Origin of the nano-cracking of dehydrated nesquehonite (MgCO3·3H2O)

Abstract

Hydrated magnesium carbonates (HMCs), reaction products of carbon dioxide fixation with brucite (Mg(OH)₂), exhibit unique variations in crystal structure and morphology owing to the presence of water molecules within their structures. The various crystal morphologies and dehydration reactions provide promising opportunities for the industrial use of HMCs, for example, fillers in polymer composites. This study evaluates the changes in crystal shape and structure of nesquehonite (Nq; MgCO₃·3H₂O) upon dehydration, which induces structural randomness within the Nq structure.

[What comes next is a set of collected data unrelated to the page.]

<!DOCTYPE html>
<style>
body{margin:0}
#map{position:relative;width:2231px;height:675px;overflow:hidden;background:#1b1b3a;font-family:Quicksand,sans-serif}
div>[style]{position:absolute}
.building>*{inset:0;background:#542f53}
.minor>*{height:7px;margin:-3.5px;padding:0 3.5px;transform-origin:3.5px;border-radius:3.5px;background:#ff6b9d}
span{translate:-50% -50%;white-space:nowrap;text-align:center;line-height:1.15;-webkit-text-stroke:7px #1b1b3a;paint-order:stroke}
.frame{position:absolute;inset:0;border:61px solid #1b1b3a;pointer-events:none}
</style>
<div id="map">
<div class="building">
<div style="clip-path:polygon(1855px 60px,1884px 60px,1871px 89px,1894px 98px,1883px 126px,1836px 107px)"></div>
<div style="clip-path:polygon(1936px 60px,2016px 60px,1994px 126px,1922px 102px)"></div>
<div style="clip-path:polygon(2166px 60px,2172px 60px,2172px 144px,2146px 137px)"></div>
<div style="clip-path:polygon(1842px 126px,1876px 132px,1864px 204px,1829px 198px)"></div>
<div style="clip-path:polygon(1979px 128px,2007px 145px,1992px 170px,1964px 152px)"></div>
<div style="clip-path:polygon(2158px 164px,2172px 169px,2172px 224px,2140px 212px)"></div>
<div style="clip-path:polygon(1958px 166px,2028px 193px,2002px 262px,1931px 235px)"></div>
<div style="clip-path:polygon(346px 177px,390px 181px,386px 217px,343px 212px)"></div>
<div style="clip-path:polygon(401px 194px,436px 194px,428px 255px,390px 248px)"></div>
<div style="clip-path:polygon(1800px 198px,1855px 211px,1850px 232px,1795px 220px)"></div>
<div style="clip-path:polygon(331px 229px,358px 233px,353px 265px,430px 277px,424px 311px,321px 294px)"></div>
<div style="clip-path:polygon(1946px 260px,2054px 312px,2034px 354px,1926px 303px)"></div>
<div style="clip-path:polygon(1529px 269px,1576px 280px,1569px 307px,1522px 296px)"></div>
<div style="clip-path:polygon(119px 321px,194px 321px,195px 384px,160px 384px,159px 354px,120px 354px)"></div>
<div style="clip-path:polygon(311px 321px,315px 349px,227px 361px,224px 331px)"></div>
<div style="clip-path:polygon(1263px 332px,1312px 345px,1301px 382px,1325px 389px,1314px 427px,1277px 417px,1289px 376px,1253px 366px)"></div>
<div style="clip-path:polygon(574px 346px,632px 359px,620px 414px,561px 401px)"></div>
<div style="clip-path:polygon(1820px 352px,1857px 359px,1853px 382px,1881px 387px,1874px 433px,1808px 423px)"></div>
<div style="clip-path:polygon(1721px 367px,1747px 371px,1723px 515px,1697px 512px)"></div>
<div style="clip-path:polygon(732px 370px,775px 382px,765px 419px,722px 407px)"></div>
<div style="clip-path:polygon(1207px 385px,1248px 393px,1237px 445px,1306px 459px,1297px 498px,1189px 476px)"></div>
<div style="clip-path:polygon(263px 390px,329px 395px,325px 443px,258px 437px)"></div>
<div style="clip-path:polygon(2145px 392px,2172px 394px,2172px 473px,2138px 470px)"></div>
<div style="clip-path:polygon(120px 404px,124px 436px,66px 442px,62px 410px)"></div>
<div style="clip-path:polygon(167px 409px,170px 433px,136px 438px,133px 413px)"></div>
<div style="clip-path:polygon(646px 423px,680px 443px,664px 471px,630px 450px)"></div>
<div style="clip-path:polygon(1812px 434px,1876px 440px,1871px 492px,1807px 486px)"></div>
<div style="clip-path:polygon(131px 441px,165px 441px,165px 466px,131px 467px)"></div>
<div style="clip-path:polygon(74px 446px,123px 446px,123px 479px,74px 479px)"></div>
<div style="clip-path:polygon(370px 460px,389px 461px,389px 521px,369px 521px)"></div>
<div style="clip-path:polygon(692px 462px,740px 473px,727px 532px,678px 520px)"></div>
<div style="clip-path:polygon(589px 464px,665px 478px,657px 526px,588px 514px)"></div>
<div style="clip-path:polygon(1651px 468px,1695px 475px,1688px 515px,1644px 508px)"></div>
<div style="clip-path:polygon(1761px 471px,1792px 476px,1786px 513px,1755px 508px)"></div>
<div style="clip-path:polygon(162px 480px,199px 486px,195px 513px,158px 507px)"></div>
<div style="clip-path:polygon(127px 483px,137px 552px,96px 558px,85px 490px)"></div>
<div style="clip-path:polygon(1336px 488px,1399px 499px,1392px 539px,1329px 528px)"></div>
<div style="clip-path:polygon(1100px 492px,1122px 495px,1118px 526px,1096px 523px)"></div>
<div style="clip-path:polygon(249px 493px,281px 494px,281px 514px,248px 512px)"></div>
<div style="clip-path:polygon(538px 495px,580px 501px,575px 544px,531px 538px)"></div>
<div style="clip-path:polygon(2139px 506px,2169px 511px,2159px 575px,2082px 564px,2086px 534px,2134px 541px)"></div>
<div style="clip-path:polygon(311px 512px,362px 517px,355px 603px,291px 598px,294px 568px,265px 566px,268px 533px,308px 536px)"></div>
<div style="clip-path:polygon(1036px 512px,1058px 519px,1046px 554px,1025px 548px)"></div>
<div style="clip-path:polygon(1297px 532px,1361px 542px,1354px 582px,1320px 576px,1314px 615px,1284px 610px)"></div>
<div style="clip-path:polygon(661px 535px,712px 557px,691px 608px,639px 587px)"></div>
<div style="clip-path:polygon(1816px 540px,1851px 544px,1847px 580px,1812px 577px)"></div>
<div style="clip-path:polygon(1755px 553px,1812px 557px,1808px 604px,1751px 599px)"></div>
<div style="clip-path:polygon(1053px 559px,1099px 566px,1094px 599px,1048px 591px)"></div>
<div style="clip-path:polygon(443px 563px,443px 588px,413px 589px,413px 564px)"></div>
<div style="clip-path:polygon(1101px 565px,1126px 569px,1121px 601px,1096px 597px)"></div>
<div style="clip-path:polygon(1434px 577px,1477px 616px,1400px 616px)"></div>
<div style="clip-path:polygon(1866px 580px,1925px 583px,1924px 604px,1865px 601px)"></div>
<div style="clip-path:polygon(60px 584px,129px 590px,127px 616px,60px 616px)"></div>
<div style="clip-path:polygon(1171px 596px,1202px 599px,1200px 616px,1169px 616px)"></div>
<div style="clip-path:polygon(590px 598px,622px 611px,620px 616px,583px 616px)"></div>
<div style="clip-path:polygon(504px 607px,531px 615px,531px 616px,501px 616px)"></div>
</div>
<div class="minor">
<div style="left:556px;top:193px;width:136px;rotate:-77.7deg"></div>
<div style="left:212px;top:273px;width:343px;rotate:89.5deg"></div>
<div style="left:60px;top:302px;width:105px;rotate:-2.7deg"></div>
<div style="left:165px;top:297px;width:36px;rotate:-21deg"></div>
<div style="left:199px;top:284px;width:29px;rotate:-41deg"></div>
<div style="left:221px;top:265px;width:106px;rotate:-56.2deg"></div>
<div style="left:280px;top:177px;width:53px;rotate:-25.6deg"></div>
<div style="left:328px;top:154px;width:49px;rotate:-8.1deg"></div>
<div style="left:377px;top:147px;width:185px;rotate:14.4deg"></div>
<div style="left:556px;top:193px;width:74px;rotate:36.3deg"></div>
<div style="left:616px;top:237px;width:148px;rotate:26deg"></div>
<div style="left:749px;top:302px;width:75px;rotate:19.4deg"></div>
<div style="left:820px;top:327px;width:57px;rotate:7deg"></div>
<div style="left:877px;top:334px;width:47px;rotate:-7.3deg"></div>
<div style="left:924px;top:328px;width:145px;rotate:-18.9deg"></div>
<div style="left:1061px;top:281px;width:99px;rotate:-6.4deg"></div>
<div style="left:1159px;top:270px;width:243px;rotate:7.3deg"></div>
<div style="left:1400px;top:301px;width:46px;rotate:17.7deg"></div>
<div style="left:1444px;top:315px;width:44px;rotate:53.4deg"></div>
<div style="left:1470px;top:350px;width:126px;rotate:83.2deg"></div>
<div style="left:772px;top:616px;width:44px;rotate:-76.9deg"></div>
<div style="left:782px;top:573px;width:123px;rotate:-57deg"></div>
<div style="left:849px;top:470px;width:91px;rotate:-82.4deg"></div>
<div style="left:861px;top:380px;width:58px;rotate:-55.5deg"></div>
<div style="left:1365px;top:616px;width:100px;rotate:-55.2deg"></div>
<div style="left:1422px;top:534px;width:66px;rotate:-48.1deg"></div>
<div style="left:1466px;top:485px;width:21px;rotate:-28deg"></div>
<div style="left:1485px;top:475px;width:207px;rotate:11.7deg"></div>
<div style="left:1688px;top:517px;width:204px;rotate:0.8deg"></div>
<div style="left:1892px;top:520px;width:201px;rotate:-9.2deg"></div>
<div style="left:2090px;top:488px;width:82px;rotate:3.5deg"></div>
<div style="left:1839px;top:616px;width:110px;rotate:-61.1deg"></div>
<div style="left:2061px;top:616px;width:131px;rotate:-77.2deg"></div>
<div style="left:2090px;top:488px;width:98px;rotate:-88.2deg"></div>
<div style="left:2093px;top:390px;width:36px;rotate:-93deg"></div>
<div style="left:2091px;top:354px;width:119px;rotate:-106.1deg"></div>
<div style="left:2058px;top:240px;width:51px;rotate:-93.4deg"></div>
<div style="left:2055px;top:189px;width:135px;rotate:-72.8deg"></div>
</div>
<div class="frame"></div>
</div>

The dehydration of Nq caused nano-cracking, including cleavage features, although the bulk crystal shape was maintained. The average cracking interval was 258 ± 155 nm. This cracking was caused by the uniaxial shrinkage of the Nq crystal structure along the a-axis, with a maximum contraction rate of 62.8% observed during dehydration. Rehydration of compounds dehydrated at 120 and 200 °C, which exhibited broadened or absent Bragg peaks in their X-ray diffraction patterns, was also examined under 90% relative humidity. Nq was regenerated in both samples after approximately six days. These results indicate that the structure of Nq was maintained during dehydration. Changes in the crystal shape and structure of Nq are fundamental to the morphological control of the dehydrated compounds (magnesium carbonates) of Nq, and the reactivity of the dehydrated compounds with water.